[Data entries]
══════════
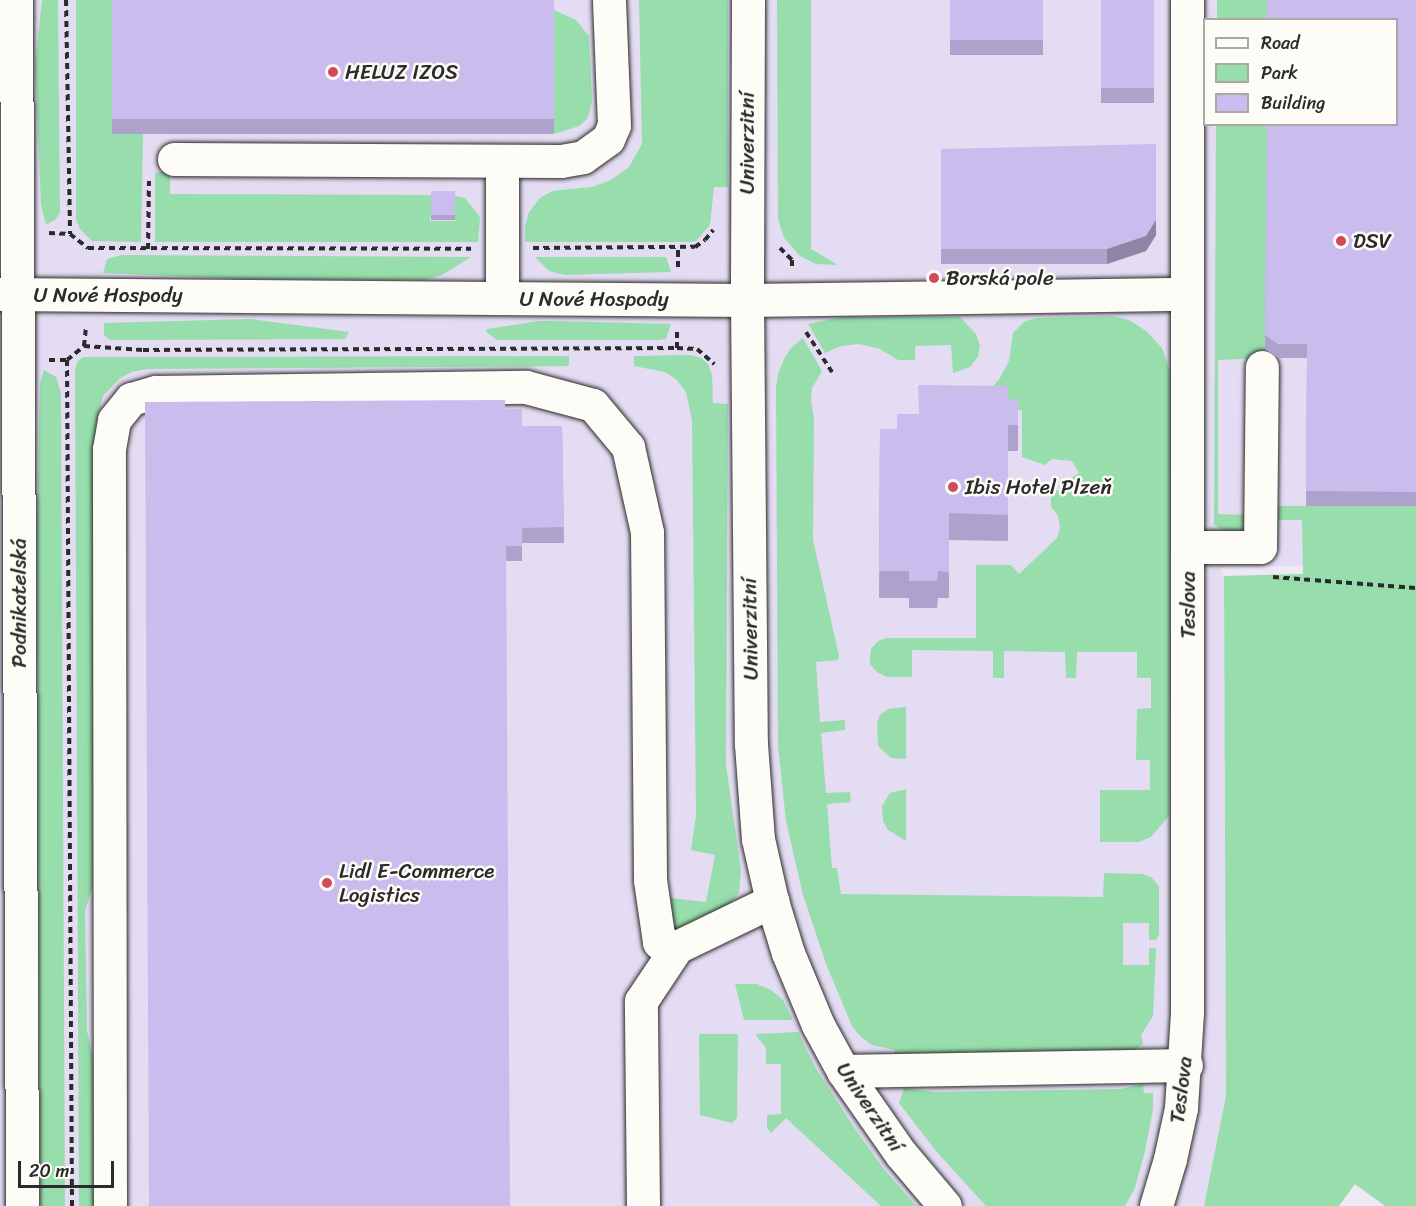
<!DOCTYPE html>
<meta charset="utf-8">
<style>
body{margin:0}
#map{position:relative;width:1416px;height:1206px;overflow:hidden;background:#eee9f4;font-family:Sriracha,sans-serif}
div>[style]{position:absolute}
.built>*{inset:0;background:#e3dcf2}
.green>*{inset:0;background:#97deac;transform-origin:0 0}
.path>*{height:4px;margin-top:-2px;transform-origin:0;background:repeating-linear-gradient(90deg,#2b2b2b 0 6px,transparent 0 10.5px)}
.roads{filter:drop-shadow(0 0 2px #2b2b2b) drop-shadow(0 0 2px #2b2b2b)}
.minor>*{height:33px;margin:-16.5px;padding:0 16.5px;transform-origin:16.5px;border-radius:16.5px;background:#fdfcf7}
.wall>*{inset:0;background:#aea2cc;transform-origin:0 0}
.shaded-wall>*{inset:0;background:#8d84a6}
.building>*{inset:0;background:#cabced;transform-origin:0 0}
.dots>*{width:16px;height:16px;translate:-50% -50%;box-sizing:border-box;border:3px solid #fdfcf7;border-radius:50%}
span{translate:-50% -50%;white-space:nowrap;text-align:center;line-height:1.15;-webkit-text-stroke:5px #fdfcf7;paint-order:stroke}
.poi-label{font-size:21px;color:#2b2b2b}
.left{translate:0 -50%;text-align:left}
.street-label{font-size:21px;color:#2b2b2b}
.legend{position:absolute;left:1203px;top:18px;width:195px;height:108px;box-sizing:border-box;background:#fdfcf7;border:2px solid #a9a8a5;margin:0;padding:8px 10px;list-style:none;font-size:18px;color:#2b2b2b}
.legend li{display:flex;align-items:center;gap:12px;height:30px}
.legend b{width:30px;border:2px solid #a9a8a5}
.scale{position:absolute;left:18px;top:1161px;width:96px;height:27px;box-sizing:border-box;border:3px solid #2b2b2b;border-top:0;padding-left:8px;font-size:18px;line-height:21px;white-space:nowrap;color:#2b2b2b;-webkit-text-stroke:4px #fdfcf7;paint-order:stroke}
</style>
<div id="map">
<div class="built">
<div style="clip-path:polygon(evenodd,0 0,1416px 0,1416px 564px,1220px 567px,1224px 576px,1226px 1096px,1204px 1206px,0 1206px,0 0,1204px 20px,1396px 20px,1396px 124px,1204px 124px,1204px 20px)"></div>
</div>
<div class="green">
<div style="clip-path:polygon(42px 0,58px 0,60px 212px,56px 219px,46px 225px,41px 205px,35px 64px)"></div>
<div style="clip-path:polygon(76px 0,112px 0,112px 134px,143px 134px,141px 242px,92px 241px,80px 229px,76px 220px)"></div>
<div style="clip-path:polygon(639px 0,728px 0,728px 187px,714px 187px,710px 225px,696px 241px,689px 242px,525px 242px,525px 226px,529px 212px,540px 198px,552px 191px,592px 187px,611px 180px,629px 167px,642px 144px)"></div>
<div style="clip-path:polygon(777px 0,811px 0,811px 249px,838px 265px,816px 264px,800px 256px,784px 238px,778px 219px)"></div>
<div style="left:1217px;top:0;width:50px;height:20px"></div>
<div style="clip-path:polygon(554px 10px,576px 20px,589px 36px,592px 101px,588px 118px,579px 126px,554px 134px)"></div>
<div style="clip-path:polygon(1216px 125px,1267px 125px,1265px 358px,1218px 360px,1218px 514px,1246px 515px,1246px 528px,1237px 532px,1224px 532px,1214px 524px)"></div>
<div style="clip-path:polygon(170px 170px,170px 194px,433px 195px,430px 221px,455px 221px,455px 196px,465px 198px,480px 217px,478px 242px,155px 242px,155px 173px)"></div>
<div style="clip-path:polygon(122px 255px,471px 257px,442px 275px,425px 280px,246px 279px,103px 273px,107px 259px)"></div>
<div style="clip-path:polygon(535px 257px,666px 257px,671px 272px,564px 275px,549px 271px)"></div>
<div style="clip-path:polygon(1112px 316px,1129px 320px,1146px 331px,1162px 348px,1171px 374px,1169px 816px,1151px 837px,1139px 842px,1100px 842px,1100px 790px,1150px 790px,1150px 760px,1136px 760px,1137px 709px,1151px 708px,1151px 678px,1137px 678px,1137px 652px,1077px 652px,1076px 678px,1066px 678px,1065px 652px,1004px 651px,1004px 678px,993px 678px,993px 651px,912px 650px,912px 677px,887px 677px,877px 672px,870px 664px,870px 658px,871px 649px,878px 641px,887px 638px,976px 638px,976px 565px,1011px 565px,1019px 574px,1057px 538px,1060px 528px,1058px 516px,1051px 507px,1051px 489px,1060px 491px,1067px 486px,1069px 479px,1079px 473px,1072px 461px,1052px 459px,1045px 465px,1022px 457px,1022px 410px,962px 409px,989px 391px,1000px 378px,1009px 361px,1013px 333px,1024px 322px,1036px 318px)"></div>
<div style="clip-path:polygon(843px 317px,960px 317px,976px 334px,980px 346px,978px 357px,970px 367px,953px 373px,951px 345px,915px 346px,915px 360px,898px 360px,880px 349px,859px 344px,841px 346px,825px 353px,808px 324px)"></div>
<div style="clip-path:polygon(250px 319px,349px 332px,345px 339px,110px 340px,104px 335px,104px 323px)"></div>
<div style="clip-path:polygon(539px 321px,549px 321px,671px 324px,666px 339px,659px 340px,497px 340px,486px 332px,487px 329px)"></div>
<div style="clip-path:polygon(803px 338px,822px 371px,812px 388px,811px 401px,814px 418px,813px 540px,839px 656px,838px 660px,816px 662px,820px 722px,845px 720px,845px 730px,821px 733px,826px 793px,850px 792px,851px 802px,827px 804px,832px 868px,837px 868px,841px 894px,1103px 897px,1104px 873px,1142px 874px,1151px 877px,1159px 886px,1159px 935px,1156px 940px,1149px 940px,1149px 923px,1123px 923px,1123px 965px,1149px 965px,1149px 948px,1156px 948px,1153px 1016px,1141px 1035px,1143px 1044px,1132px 1052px,895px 1058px,895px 1050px,872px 1045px,861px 1037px,852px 1026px,826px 964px,803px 895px,786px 821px,778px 745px,776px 388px,778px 374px,784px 359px,791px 348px)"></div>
<div style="clip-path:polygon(690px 355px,701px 358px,708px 364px,712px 375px,713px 403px,728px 404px,726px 765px,741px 870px,739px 893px,715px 921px,665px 938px,663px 897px,706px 902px,715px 855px,691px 850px,696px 816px,692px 420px,686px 392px,677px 380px,665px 372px,634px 366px,634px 356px)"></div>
<div style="clip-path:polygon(569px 356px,569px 366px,147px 369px,132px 372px,120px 378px,103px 396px,96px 424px,97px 873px,85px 911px,87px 1031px,97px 1074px,98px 1206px,79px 1206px,75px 370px,77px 362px,83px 357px)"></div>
<div style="clip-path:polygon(44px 370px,56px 377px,61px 393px,65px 1206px,40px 1206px,37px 538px,40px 383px)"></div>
<div style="clip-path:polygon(1276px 506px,1416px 506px,1416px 1206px,1385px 1206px,1355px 1184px,1339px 1206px,1204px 1206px,1226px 1096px,1224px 576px,1303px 574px,1302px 520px,1277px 520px)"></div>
<div style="clip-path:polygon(906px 707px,906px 759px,891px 758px,878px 746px,877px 723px,880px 715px,888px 709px)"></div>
<div style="clip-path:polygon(906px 789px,906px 841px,888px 830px,883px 821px,882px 806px,890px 793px)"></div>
<div style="clip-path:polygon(735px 984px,757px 984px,771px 990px,783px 1000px,793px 1020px,744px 1020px)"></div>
<div style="clip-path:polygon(798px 1032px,815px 1067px,853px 1126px,883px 1168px,916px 1206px,881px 1206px,786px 1118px,771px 1133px,767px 1128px,767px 1115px,781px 1114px,781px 1064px,766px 1064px,766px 1048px,755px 1034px)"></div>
<div style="clip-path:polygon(699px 1034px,738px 1034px,737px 1118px,732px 1123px,700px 1115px)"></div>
<div style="clip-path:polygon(1143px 1084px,1144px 1093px,1153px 1093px,1153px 1110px,1145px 1151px,1135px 1188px,1125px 1206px,986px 1206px,936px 1151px,899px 1103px,904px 1088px,934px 1092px,1121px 1089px)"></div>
</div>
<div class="path">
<div style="left:66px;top:0;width:234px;rotate:89deg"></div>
<div style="left:49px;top:233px;width:21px;rotate:3deg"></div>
<div style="left:70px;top:234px;width:23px;rotate:38deg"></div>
<div style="left:88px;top:248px;width:383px;rotate:0.1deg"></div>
<div style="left:533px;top:248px;width:162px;rotate:-0.4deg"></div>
<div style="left:695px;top:247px;width:12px;rotate:-35deg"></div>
<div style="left:705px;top:240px;width:13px;rotate:-51deg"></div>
<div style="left:780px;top:248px;width:17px;rotate:45deg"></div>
<div style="left:792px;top:260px;width:6px;rotate:90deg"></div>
<div style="left:148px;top:249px;width:68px;rotate:-89.2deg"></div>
<div style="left:678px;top:267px;width:19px;rotate:-90deg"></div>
<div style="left:806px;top:332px;width:48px;rotate:57deg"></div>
<div style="left:84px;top:346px;width:20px;rotate:-84deg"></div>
<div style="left:677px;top:348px;width:17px;rotate:-90deg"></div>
<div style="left:49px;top:360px;width:18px"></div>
<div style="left:67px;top:360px;width:22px;rotate:-39deg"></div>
<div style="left:84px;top:346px;width:59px;rotate:3.9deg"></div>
<div style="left:143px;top:350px;width:534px;rotate:-0.21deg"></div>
<div style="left:677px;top:348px;width:20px;rotate:3deg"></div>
<div style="left:697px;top:349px;width:23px;rotate:41deg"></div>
<div style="left:67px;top:360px;width:846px;rotate:89.66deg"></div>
<div style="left:1273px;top:577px;width:143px;rotate:4.4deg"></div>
</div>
<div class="roads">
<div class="minor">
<div style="left:16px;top:0;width:1206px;rotate:89.71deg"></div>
<div style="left:748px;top:0;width:300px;rotate:90.2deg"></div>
<div style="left:747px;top:300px;width:444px;rotate:89.5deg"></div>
<div style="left:751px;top:744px;width:95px;rotate:85.8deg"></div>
<div style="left:758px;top:839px;width:64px;rotate:77.3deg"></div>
<div style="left:772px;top:901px;width:54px;rotate:72.9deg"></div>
<div style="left:788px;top:953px;width:78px;rotate:67.4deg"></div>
<div style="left:818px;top:1025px;width:52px;rotate:61.5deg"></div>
<div style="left:843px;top:1071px;width:101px;rotate:55.1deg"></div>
<div style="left:901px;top:1154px;width:68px;rotate:49.8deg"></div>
<div style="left:174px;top:159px;width:387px;rotate:0.3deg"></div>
<div style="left:561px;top:161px;width:22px;rotate:-10deg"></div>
<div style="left:583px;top:157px;width:31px;rotate:-36deg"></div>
<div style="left:608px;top:139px;width:15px;rotate:-67deg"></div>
<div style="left:614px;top:125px;width:125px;rotate:-92.3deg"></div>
<div style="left:0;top:294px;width:747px;rotate:0.46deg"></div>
<div style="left:747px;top:300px;width:440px;rotate:-0.8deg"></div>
<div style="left:502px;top:298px;width:137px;rotate:-90deg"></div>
<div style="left:1188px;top:547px;width:72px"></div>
<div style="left:1260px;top:547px;width:180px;rotate:-89.4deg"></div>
<div style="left:843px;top:1071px;width:343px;rotate:-1deg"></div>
<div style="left:110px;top:1206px;width:757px;rotate:-90.08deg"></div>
<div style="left:109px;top:449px;width:29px;rotate:-80deg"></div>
<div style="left:114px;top:420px;width:27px;rotate:-51deg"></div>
<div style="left:131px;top:399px;width:26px;rotate:-16deg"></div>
<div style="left:156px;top:392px;width:370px;rotate:-0.8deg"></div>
<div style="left:526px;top:387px;width:69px;rotate:15deg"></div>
<div style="left:593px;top:405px;width:55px;rotate:50.2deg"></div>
<div style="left:628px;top:447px;width:87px;rotate:77.4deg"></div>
<div style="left:647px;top:532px;width:348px;rotate:89.5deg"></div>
<div style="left:650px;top:880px;width:63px;rotate:81.7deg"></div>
<div style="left:659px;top:942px;width:19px;rotate:16deg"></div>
<div style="left:643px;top:1206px;width:205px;rotate:-90.6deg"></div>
<div style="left:641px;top:1001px;width:65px;rotate:-56.3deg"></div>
<div style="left:677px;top:947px;width:106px;rotate:-25.8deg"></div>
<div style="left:1156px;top:1206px;width:49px;rotate:-73.4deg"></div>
<div style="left:1170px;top:1159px;width:52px;rotate:-77.8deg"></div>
<div style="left:1181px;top:1108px;width:96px;rotate:-86.4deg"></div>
<div style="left:1187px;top:1012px;width:1012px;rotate:-90deg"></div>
</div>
</div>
<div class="wall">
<div style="left:112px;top:0;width:442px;height:134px"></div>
<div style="left:950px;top:0;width:93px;height:55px"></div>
<div style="left:1101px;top:0;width:53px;height:103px"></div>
<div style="clip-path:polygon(1416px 0,1416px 506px,1306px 506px,1307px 358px,1278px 358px,1265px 349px,1267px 124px)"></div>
<div style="clip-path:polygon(941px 149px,1156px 235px,1146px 251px,1107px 264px,941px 264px)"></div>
<div style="left:431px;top:191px;width:24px;height:29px"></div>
<div style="clip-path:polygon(1008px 399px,1018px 399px,1018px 451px,1008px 451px,1008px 541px,949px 540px,949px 598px,938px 598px,937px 608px,909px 608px,909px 598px,879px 598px,880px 429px,897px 429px,918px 414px)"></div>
<div style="clip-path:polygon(505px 409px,522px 426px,562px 426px,564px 543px,522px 543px,522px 561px,506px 561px)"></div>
</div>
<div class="shaded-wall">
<div style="clip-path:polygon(1156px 220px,1156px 235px,1146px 251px,1107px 264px,1107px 249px)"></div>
</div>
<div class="building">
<div style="left:112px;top:0;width:442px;height:119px"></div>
<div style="left:950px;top:0;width:93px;height:40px"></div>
<div style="left:1101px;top:0;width:53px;height:88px"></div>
<div style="clip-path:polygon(1267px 0,1416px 0,1416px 492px,1306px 491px,1307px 344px,1278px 344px,1265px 335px,1267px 124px,1396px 124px,1396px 20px,1267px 20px)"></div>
<div style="clip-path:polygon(1156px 144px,1156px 220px,1146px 236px,1107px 249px,941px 249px,941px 149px)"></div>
<div style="left:431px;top:191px;width:24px;height:24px"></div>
<div style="clip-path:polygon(918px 385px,1008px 386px,1008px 399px,1018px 399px,1018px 425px,1008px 425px,1008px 515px,949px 513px,949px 572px,938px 571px,937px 581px,909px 581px,909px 571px,879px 571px,880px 429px,897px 429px,897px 414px,919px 414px)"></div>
<div style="clip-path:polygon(505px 400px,505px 409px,522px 409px,522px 426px,562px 426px,564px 527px,522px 528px,522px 546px,506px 546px,510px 1206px,149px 1206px,145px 402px)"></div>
</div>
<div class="dots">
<div style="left:333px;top:72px;background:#d1495b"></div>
<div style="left:1341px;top:241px;background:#d1495b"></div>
<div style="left:934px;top:278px;background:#d1495b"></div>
<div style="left:953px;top:487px;background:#d1495b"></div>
<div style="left:327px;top:883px;background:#d1495b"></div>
</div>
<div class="poi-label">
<span class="left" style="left:345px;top:72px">HELUZ IZOS</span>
<span class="left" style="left:1353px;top:241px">DSV</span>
<span class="left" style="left:946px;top:278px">Borská pole</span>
<span class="left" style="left:965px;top:487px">Ibis Hotel Plzeň</span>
<span class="left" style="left:339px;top:883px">Lidl E-Commerce<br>Logistics</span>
</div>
<div class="street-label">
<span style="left:747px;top:143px;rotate:-90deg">Univerzitní</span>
<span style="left:108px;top:295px">U Nové Hospody</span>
<span style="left:594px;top:299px">U Nové Hospody</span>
<span style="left:19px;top:603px;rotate:-90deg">Podnikatelská</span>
<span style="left:1188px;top:605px;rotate:-90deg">Teslova</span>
<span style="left:750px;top:629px;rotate:-91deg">Univerzitní</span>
<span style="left:1181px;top:1090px;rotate:-83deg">Teslova</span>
<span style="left:870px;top:1107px;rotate:56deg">Univerzitní</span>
</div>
<ul class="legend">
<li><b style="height:8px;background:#fdfcf7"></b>Road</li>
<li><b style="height:16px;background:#97deac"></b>Park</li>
<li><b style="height:16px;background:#cabced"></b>Building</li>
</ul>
<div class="scale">20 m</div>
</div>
══════════
_WORK REQUIRED_
In the data above, each line holding "shaded" is to be found and copied.

_WRITTEN ANSWER_
.shaded-wall>*{inset:0;background:#8d84a6}
<div class="shaded-wall">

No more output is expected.